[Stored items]
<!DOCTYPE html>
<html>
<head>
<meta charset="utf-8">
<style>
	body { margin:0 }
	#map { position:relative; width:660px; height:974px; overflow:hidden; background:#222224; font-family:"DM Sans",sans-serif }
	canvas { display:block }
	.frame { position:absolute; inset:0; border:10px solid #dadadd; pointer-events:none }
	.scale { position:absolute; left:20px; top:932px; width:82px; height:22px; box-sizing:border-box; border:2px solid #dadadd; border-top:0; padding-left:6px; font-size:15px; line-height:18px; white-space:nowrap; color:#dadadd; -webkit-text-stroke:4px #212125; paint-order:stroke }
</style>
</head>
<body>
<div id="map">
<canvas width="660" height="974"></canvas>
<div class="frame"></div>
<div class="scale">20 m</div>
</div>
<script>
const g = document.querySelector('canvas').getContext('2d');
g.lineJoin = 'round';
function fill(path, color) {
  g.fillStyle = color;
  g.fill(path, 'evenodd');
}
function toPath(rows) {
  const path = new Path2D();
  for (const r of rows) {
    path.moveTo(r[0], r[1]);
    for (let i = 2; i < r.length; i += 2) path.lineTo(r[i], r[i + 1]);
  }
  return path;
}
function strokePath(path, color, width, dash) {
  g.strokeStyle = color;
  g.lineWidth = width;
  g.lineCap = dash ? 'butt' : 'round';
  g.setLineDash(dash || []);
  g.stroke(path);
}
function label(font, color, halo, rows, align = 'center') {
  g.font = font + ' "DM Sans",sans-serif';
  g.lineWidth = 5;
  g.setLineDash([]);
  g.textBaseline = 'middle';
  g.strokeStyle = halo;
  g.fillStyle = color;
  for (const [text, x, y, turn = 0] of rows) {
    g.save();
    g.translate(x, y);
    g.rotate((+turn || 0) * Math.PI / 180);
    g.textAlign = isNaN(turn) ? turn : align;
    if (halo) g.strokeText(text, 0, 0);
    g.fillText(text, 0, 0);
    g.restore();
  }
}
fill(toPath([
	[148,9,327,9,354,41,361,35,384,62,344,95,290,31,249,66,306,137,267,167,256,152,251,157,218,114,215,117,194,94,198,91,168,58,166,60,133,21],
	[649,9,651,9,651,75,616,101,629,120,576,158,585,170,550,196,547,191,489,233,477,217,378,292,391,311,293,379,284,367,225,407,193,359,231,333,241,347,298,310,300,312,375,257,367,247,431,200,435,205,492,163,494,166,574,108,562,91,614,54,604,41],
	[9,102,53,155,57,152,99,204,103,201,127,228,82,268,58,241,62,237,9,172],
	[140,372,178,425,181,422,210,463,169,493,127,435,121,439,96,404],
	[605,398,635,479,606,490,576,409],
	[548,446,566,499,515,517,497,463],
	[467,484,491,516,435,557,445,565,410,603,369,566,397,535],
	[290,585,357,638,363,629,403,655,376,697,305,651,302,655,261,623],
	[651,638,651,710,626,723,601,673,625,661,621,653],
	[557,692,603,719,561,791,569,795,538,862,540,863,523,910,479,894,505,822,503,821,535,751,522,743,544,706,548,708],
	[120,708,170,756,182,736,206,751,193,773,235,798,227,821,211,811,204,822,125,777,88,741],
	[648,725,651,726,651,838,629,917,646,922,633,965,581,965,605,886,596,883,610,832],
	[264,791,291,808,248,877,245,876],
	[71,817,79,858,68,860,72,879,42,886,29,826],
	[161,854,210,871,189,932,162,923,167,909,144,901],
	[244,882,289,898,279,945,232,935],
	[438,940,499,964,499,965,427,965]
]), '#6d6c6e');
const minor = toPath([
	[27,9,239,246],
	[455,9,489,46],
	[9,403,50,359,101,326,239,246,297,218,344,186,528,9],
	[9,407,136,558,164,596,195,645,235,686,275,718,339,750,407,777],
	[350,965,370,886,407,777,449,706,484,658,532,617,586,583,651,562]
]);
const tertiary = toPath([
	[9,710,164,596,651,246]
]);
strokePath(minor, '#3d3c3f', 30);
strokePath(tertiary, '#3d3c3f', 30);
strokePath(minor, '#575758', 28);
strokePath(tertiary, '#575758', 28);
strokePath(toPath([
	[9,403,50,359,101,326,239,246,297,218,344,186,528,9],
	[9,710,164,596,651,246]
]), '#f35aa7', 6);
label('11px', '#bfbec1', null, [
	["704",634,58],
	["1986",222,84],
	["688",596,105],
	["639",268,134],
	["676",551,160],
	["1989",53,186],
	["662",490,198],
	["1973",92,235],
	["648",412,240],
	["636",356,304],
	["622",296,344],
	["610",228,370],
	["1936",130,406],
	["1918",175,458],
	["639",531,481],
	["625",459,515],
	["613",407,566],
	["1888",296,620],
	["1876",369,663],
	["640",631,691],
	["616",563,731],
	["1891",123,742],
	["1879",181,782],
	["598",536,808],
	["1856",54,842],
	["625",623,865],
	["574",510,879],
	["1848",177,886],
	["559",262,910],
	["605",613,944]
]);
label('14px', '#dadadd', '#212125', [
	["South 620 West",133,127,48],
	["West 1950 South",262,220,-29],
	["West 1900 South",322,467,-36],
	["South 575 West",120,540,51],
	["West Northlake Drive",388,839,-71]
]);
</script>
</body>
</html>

- Description of the task: From the data above, show each line that contains "halo".

- Completed exercise:
function label(font, color, halo, rows, align = 'center') {
  g.strokeStyle = halo;
    if (halo) g.strokeText(text, 0, 0);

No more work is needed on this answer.